A man beats a drum in the distance and keeps time. I’m trying to capture the guards and their colorful garb along with the green grass in the background, but brown dirt and dead leaves dominate my wide lens. The ceremony is moving along, full of intense noises and sounds all around. I notice that my wife and I are the only people here without children tagging along. This always seems to happen to me and makes me wonder why the other childless people in the world like stuff like this. Is there anything wrong with a kid at heart like me?
The guards’ attire and intense posture properly conveys the idea that this former dynasty – the Baekje – was in trouble when they chose Gongju (née Ungjin) as their capital. They’d spend a little over 60 years here (475-538) until moving onto Sabi in present-day and nearby Buyeo County. Gongju proved an important stop for the Baekje, as they strengthened their cause here before moving onto the better-situated Sabi. Bringing my mind back to the ceremony,, things are getting intense. More music and cool choreography from the sword-bearing guards and at this point, I’m envious that Koreans can recall this type of stuff – over 1000-year old traditions.

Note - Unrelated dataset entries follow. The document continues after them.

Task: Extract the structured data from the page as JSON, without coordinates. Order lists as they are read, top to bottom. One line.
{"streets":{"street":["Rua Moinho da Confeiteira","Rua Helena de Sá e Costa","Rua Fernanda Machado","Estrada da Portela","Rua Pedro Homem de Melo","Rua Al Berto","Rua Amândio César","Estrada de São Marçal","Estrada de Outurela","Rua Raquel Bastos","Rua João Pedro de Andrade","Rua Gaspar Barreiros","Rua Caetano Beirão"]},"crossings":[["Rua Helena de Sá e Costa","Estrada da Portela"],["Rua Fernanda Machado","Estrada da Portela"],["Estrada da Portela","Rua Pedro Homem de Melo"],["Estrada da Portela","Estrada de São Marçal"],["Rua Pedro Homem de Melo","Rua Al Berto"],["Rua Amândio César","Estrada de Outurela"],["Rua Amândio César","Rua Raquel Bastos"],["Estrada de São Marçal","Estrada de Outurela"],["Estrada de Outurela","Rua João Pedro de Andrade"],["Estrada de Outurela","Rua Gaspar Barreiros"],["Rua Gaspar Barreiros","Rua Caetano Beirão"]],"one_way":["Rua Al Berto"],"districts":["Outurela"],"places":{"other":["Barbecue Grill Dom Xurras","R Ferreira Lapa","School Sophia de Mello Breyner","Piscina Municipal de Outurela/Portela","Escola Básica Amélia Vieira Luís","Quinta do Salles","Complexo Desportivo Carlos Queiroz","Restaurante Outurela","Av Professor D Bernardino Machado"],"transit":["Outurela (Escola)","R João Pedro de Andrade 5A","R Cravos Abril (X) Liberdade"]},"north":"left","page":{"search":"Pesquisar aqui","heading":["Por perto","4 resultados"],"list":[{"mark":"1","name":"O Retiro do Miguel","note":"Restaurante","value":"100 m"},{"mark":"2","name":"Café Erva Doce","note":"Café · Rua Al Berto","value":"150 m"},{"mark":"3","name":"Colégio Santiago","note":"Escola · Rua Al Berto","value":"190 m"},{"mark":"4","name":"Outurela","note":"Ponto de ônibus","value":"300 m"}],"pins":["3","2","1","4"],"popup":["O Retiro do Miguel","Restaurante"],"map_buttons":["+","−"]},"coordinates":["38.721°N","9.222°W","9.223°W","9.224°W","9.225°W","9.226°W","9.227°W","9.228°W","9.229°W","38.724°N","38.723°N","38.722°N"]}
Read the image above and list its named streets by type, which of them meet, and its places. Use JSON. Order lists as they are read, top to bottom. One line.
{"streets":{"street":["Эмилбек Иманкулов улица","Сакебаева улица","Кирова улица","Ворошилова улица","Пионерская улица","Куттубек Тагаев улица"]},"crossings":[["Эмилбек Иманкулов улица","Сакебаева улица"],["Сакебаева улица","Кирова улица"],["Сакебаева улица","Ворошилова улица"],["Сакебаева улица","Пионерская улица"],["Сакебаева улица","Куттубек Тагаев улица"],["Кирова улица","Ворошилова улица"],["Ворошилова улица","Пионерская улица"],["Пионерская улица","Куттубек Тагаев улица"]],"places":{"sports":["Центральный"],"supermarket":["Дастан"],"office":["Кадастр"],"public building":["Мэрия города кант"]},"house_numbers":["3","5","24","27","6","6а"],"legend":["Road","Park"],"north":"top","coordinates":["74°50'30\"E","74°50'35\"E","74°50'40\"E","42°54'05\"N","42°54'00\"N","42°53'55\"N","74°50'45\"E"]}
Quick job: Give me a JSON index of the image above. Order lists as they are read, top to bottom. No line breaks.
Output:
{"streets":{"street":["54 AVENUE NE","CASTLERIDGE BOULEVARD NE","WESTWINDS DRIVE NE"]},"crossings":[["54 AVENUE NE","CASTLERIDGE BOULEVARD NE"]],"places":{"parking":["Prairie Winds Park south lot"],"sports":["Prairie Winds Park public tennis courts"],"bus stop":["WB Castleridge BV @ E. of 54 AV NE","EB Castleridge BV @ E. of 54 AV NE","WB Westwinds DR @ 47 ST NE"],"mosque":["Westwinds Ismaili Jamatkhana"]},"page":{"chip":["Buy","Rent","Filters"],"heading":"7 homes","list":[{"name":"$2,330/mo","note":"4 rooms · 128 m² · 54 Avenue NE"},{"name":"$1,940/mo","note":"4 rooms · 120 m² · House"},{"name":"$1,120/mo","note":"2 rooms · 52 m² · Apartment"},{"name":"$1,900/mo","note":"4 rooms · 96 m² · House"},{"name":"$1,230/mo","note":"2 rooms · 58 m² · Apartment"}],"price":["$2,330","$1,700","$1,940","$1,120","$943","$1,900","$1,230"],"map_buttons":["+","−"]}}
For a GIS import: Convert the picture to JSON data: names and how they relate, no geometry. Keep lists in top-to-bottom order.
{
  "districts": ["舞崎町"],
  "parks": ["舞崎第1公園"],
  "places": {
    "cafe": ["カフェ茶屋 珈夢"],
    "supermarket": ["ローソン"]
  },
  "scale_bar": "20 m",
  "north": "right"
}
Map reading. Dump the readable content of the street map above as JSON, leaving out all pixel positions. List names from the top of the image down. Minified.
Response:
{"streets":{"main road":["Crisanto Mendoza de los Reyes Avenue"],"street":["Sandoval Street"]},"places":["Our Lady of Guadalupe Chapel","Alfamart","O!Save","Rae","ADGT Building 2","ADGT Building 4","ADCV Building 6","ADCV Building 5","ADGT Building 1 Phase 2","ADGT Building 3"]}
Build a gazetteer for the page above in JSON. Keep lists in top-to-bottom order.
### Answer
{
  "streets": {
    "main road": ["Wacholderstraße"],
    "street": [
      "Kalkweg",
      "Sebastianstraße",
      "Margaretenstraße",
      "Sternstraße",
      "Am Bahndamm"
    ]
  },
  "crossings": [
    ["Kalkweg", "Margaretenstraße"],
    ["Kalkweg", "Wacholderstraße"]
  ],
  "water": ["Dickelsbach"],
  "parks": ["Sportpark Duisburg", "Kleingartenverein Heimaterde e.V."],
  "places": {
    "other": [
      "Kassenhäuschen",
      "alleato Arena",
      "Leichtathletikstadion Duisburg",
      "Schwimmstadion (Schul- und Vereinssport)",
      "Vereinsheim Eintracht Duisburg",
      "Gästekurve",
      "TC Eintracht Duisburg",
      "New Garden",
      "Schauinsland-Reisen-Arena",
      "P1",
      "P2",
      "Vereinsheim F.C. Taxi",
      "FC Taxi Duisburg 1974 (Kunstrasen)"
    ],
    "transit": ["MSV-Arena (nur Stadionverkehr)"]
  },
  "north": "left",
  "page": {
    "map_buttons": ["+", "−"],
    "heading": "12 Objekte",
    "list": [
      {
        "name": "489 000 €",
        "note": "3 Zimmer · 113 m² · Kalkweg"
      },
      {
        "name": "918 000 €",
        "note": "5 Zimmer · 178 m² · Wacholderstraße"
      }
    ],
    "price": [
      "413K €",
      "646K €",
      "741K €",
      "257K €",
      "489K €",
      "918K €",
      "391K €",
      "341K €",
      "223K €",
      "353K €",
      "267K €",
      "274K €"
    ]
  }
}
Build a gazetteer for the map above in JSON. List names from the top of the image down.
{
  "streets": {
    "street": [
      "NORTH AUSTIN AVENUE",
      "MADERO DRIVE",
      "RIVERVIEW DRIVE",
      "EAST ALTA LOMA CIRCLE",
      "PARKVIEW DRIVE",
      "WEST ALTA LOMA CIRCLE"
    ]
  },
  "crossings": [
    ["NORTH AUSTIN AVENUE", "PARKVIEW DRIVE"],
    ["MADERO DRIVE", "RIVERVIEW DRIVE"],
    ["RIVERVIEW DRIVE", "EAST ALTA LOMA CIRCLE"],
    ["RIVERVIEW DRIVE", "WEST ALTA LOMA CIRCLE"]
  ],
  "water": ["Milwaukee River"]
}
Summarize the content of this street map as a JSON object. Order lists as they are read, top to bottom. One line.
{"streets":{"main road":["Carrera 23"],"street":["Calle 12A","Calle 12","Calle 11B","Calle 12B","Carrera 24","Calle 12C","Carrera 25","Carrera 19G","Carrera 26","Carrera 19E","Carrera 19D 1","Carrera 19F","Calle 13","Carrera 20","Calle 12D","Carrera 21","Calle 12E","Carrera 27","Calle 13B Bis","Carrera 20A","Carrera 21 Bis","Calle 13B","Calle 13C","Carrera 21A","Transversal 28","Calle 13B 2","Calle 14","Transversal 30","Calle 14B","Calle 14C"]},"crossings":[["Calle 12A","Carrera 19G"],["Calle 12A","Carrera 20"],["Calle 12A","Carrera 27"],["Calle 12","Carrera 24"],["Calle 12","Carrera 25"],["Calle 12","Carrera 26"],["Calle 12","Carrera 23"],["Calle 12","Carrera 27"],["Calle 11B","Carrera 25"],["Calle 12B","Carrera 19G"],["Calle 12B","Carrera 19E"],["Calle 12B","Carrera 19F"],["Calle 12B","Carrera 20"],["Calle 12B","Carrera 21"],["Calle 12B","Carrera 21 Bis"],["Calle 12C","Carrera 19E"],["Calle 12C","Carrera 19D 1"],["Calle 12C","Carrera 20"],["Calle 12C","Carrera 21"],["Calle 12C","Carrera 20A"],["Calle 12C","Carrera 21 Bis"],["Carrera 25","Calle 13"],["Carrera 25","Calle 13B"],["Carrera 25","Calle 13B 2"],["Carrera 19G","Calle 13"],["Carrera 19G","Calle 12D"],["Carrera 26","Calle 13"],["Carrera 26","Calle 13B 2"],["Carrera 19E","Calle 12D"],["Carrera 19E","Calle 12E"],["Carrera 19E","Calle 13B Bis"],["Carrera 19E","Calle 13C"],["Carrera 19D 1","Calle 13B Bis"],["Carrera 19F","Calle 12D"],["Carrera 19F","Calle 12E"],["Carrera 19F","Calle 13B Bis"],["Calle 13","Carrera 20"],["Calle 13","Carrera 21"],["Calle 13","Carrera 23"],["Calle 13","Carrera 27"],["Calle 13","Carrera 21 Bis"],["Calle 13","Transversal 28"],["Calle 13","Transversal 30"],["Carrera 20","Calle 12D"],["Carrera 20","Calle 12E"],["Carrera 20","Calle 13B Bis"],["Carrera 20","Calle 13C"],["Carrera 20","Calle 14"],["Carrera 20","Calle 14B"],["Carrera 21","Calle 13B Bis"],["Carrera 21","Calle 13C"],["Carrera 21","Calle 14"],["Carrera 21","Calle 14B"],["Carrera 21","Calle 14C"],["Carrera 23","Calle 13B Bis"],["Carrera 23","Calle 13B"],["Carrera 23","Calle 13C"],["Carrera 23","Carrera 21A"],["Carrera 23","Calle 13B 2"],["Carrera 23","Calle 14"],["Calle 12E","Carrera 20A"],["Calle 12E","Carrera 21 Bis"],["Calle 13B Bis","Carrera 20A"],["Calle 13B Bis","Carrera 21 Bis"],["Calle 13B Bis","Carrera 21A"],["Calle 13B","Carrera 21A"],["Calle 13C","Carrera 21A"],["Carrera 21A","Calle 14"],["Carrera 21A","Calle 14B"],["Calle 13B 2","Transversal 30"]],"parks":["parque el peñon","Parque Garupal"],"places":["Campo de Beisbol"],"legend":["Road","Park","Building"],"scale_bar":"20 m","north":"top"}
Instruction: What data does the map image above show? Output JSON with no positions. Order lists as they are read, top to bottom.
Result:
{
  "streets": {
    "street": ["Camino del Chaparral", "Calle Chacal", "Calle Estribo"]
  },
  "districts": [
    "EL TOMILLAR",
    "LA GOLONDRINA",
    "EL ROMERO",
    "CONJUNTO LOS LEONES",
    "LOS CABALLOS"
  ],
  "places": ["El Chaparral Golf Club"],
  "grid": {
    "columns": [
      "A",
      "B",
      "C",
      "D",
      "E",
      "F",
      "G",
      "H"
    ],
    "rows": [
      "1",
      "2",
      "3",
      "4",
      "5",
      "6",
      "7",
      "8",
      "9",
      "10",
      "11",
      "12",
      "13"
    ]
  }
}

Seeing this instills a newfound appreciation for Korea’s historical preservation, no matter how staged and fabricated some places become. After the 15-minute ceremony, its business as usual with selfies and jockeying for the best shot available, avoiding the mindless intruders who don’t understand that my camera might be taking pictures of things. It reminds me to improving and to speed up my trigger finger. Better luck next time. We break away from the crowd and walk along the fortress wall. Even with the occasional intrusion by a family or group, I can go back and try imagining a life before this one. Magpies and other colorful birds stop and take a break on the path before moving back into the air. I can never get over the former’s wonderful blue-tipped tails fluttering about.
We walk through the tree-covered path, noting that spring is moving nicely into summer and giving this Saturday a beautiful green background to enjoy. This is better than the guard changing ceremony, though the colors and music will always remind me that the crowds were there instead of here. The action was there so we could have this. Walking around the path along the wall is a true contrast from the noisy main gate and the crowds snapping selfies with guards. We walk around the area and temple where warrior monks once fought against the Japanese in the 1590s. Though I didn’t see any hint of them, walking through the area reminds me of Simon Bond’s spectacular photos of warrior monks. His perfect execution of those scenes will be forever burned into my memories.
Walking along that 30m high wall with no guard rail reminded me of why I came to Korea, and came back after hitting bottom. This is why I’m here and why we should all be in similar places. Gongju Fortress had been on my mind for a while and after walking around its wall, I’m happy that we woke up early on a Saturday morning to drive out here. The day is not over yet, though, and we keep moving. The circular path leads us along the Geum River to the Manharu Pavilion, where a lotus pond was once a popular spot for rest and relaxation during these troubled times. Walking through the beautiful shadowy walkways and back into the sun, another ceremony sounds like it’s on the way. They happen every hour and it makes me realize the quickness of our walk around the fortress. We head across the street for a meal and head onto the next piece of history, in Buyeo.